APÓS A SEGUNDA Guerra Mundial, quando o Parlamento britânico havia ficado em ruínas, cresceu uma discussão envolvente sobre como deveria ser a reconstrução. Uma corrente levantou a idéia de buscar-se uma nova área e aproveitar a oportunidade para construir um prédio moderno. Outra corrente defendeu a reconstrução com a ampliação dos módulos, modernizar as velhas instalações. O gênio de Winston Churchill disse um grande não às duas propostas e decidiu que a Câmara dos Comuns, aquela sala modesta, que se reúne como se fosse uma família, deveria ser reerguida como sempre fora: com galeria pequena, mesa central, bancos nas laterais e modéstia setecentista. Seu argumento era o de que o estilo do Parlamento britânico correspondia à sua arquitetura. Fazia fugir da retórica, decidir como se fosse uma família, ser veemente sem ser verboso, irônico sem ser vulgar. A arquitetura se confundia com o trabalho parlamentar, e modificá-la seria modificar a Inglaterra. Escreveu uma página brilhante sobre o assunto.

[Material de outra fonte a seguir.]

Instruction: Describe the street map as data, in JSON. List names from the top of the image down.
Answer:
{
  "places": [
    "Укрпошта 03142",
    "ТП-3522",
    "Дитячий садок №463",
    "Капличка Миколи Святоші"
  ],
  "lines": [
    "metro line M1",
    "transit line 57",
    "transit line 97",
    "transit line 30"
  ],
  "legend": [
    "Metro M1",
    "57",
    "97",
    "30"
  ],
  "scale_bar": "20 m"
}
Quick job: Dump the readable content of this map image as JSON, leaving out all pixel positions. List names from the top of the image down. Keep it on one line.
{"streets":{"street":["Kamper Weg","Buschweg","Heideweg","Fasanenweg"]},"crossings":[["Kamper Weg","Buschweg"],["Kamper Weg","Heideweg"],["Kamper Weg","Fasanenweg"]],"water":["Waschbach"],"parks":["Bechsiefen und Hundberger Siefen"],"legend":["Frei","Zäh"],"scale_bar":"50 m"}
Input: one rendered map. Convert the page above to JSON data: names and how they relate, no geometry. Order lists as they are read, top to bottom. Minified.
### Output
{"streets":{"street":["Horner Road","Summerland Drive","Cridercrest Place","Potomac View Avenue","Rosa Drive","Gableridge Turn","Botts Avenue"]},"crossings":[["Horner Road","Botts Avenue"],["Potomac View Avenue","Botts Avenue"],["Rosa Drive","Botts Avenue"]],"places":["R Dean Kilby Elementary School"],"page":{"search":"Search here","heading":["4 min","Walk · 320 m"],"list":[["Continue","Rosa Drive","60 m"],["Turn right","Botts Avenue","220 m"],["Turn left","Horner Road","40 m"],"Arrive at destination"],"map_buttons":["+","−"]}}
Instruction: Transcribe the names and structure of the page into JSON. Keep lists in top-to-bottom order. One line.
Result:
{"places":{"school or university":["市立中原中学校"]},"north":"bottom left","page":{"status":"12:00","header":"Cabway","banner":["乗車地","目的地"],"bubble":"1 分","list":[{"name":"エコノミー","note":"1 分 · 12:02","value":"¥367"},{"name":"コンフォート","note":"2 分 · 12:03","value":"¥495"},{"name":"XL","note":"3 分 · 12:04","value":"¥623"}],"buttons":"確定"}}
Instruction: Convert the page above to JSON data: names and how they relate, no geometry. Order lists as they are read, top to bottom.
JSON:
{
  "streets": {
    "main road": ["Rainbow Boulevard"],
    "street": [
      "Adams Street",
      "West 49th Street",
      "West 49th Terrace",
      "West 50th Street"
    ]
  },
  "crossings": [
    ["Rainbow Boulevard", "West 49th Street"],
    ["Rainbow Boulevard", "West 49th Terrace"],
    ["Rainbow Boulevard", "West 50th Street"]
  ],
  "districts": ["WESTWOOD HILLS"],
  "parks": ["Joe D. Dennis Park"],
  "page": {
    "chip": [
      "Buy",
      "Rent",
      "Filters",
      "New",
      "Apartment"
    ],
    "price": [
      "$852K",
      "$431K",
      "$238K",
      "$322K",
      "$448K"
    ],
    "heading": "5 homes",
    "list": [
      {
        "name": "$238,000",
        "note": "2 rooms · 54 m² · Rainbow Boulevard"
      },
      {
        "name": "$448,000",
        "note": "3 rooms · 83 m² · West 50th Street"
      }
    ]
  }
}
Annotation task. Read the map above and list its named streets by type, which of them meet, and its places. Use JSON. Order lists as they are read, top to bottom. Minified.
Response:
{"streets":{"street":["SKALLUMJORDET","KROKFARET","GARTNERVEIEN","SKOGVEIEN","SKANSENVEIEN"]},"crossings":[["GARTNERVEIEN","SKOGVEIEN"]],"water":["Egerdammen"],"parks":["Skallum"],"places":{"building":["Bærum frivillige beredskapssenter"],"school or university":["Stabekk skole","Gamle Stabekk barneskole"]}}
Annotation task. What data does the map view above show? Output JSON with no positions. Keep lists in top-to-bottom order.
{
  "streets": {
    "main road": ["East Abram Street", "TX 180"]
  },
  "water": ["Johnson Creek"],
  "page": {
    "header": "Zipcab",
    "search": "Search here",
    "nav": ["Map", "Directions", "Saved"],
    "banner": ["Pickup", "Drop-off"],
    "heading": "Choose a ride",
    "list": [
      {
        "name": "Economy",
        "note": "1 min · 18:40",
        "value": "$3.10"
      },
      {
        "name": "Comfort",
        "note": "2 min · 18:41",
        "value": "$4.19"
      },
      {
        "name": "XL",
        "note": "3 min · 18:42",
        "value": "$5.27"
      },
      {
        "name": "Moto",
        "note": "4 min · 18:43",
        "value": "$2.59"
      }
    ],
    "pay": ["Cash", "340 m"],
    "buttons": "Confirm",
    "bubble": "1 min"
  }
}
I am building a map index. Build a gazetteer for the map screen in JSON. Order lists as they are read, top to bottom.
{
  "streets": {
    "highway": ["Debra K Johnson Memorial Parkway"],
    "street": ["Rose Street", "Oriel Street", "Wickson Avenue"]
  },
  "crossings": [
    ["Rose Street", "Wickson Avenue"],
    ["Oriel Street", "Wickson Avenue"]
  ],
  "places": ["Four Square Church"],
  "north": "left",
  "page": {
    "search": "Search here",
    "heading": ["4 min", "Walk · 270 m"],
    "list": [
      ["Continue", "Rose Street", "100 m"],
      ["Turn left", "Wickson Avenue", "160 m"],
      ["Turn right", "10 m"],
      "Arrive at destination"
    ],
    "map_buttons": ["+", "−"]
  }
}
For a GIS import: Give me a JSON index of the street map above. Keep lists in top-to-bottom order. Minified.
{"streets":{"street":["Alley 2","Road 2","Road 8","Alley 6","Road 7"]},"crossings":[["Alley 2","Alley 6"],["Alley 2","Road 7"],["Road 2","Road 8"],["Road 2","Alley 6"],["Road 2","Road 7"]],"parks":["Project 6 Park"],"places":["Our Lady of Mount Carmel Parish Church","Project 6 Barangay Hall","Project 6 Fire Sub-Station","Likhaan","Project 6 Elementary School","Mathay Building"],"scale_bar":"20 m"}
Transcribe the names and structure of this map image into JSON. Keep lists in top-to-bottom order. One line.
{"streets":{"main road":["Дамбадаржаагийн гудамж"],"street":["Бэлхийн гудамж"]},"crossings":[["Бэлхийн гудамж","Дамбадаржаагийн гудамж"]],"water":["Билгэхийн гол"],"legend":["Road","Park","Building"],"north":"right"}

Niemeyer também, ao projetar Brasília com Lúcio Costa, não sabia, mas iria criar um estilo de vida, hoje o estilo de vida de Brasília. Na mente dos projetistas, um pensamento comunitário, em que todos eram iguais em todas as quadras, espaços e edifícios públicos: a simplicidade deveria construir uma maneira de governar. O mundo vive mudando e mudará sempre. Para compensar a simplicidade, surgiram as mordomias. Foi um tempo em que este foi o tema principal da mídia e das fraquezas da capital.


Falo destas coisas para dizer da arquitetura do Supremo. Ela, também, foi concebida como se fosse a sala ampla de uma grande família, em que os anciãos se reuniam para decidir suas controvérsias. Não há paredes nem separações. Advogados, partes e juízes estão juntos. O mesmo aconteceu com a arquitetura do Congresso Nacional.


Hoje, os jornais publicam que os computadores dos ministros foram fotografados, e uma revista noticiou que eles estavam sendo gravados. Certa vez, um presidente do Parlamento alemão foi ali comigo e me perguntou: é aqui que julga a Suprema Corte? Sim, respondi-lhe. "Sem segurança, nem proteções?"


"Nada", foi a minha resposta. E acrescentei: "E ainda são televisionadas as sessões". "Isso jamais seria concebível na Europa. Com terrorismo, narcotráfico e tudo mais, nunca!" Só pude dizer que é nosso estilo, ou melhor, nossa arquitetura. A tecnologia destruiu a privacidade, e a arquitetura do Supremo, ao que parece, destruiu a privacidade dos ministros.